White Paper
Clinical Development

ICH GCP E6 (R2): A Primer for Small Biotech and Specialty Pharma Companies

Recent updates to the ICH Good Clinical Practice guidelines call for implementation of improved and more efficient approaches to clinical trial design, conduct, oversight, recording, and reporting that are intended to increase clinical trial quality and efficiency while continuing to ensure human subject protection and data integrity.

Now, biotech and specialty pharma innovators face even greater sponsor responsibilities, the most significant of which may be design and development of Clinical Quality Management Systems to achieve compliance with the revised guidelines.

The International Council for Harmonisation of Technical Requirements for Pharmaceuticals for Human Use (ICH) Guideline for Good Clinical Practice (GCP) was first produced in June 1996 as an international ethical and scientific quality standard for designing, conducting, recording, and reporting trials that involve the participation of human subjects.2 While the original ICH GCP still provides an excellent standard for the conduct of clinical trials in humans, the research environment has changed since those guidelines came into effect.
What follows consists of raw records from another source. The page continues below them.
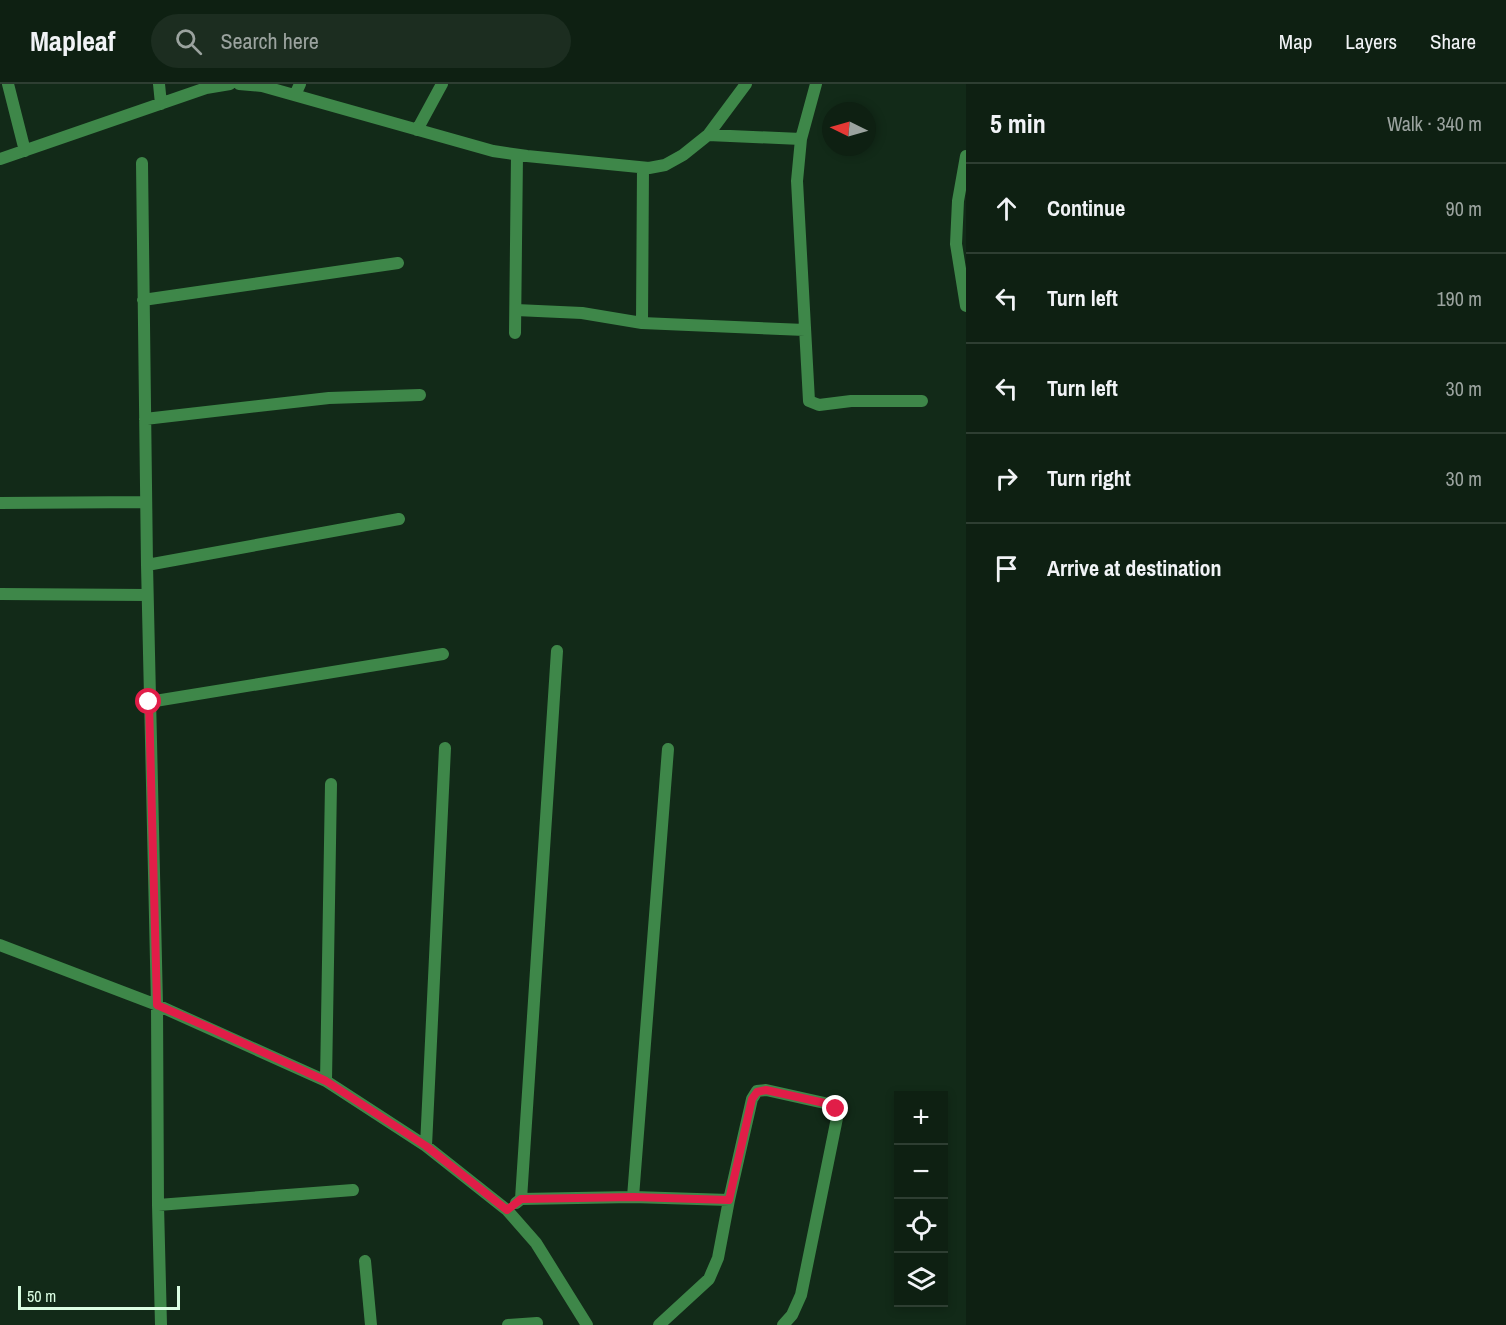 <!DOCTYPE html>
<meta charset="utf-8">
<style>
body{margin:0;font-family:"Archivo Narrow",sans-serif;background:#1c2d20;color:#f1f3f6}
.controls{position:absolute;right:18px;bottom:18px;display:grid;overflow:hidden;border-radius:0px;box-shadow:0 3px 9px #0003}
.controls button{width:54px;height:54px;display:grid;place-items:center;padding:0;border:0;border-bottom:2px solid #2e3e32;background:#0e2012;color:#f1f3f6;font:30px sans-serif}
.compass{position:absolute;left:822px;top:18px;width:54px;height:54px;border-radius:50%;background:#0e2012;box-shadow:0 3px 9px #0003;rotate:275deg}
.scale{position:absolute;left:18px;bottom:15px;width:162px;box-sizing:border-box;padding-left:6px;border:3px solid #dbfee3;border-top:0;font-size:16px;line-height:21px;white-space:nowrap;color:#dbfee3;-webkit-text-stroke:4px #122a18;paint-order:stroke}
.stop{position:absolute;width:18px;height:18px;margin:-14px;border:4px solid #e11d48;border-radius:50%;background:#fff}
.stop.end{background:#e11d48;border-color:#fff;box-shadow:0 2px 6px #0008}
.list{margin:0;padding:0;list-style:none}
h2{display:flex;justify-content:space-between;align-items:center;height:78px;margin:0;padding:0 24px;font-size:26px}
h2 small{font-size:20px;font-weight:400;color:#9ba39f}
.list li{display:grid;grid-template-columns:39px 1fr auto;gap:18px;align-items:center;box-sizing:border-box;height:90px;padding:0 24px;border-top:2px solid #2e3e32}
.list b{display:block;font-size:22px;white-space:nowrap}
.list em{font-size:20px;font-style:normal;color:#9ba39f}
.icon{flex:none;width:33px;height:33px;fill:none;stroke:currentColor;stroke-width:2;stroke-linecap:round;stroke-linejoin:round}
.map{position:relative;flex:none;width:966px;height:1241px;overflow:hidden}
header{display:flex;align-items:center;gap:36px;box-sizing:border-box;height:84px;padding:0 30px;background:#0e2012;border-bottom:2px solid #2e3e32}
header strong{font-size:28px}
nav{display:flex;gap:33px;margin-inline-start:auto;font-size:21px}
.search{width:420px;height:54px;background:#1c2d20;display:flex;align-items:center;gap:15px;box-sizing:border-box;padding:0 21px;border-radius:33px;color:#9ba39f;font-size:22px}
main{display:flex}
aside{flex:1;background:#0e2012}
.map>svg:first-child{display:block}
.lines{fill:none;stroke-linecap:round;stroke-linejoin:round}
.minor{stroke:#3e8749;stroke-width:12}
.route{stroke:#e11d48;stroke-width:8}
</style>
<header>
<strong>Mapleaf</strong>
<div class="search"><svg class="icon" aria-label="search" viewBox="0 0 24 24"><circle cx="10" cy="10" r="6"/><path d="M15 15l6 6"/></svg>Search here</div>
<nav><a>Map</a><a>Layers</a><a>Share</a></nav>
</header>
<main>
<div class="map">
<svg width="966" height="1241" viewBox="0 0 966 1241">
<rect width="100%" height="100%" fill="#122a18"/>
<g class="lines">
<!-- minor -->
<path class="minor" d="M8,0L25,67
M159,0L161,20
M239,0L262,2L493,67L527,72L649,84L665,81L683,71L708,51L746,0
M816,0L801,55L797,97L809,317L819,321L851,317H922
M295,11L300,0
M417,46L442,0
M708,51L801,55
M966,72L958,117L956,160L966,222
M0,75L206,4L230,0
M142,79L147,481L157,921L158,1121L161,1241
M143,216L398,179
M516,226L582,229L642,239L805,246
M642,239L643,84
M515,249L517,71
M145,335L329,314L420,311
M0,419L146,418
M147,481L399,435
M0,510L147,511
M149,618L443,570
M0,861L157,921L326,997L426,1062L507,1126L536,1159L587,1241
M326,997L331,700
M426,1062L445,664
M633,1113L668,665
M521,1115L557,567
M516,1119L521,1115L633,1113L729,1116
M158,1121L353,1106
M365,1177L371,1241
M508,1241L537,1239
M659,1241L709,1195L718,1174L729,1116L752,1015L757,1007L766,1006L829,1020L836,1025L837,1034L801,1211L792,1231L783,1241"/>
</g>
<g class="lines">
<!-- route -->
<path class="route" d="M149,618L157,921L210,944L326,997L426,1062L507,1126L521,1115L633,1113L729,1116L752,1015L757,1008L766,1006L829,1020L836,1025"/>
</g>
</svg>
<div class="controls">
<button>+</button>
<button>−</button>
<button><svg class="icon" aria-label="locate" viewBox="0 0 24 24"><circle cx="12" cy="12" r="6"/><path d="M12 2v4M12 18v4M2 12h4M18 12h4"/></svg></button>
<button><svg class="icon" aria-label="layers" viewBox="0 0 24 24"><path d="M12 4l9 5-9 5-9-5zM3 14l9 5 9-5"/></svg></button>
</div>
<svg class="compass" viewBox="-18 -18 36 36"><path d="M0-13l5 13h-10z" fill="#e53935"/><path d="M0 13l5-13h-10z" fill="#9ba39f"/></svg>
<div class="scale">50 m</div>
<div class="stop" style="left:149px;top:618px"></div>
<div class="stop end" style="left:836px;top:1025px"></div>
</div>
<aside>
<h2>5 min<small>Walk · 340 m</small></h2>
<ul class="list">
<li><svg class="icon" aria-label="ahead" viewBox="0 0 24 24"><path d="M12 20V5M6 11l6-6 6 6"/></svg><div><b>Continue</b></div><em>90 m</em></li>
<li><svg class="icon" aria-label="left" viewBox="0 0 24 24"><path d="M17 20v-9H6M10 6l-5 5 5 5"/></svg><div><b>Turn left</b></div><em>190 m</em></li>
<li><svg class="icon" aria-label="left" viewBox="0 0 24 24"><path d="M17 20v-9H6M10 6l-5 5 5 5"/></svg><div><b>Turn left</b></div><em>30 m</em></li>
<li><svg class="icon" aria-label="right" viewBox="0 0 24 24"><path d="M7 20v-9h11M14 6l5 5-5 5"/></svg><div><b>Turn right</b></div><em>30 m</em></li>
<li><svg class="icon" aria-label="arrive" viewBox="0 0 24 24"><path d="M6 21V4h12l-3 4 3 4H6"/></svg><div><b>Arrive at destination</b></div></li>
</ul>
</aside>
</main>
In 2016, ICH GCP – which remained unchanged for 20 years – was updated by means of an addendum, which provides additional guidance without changing the existing text. In this white paper, we will explore the revised guideline and discuss its impact on small biotech and specialty pharma sponsors, with a focus on risk-based approaches to quality management.

Background

Since the introduction of ICH GCP in 1996, the clinical trial landscape has fundamentally changed. Advances in technology – the proliferation of the internet, smartphones, electronic data capture, real-time review of clinical data – have created new opportunities and transformed the drug development process into a truly global enterprise.

Technological progress is, however, counterbalanced by the growing complexity and cost of clinical trials, as well as the increased rigor of ethical and quality standards. Conduct of global clinical trials requires progressively greater division of tasks across multiple functional teams, organizations, and locations. Thus, the current research environment is creating pressure on sponsors, particularly resource-constrained small biotech and specialty pharma companies.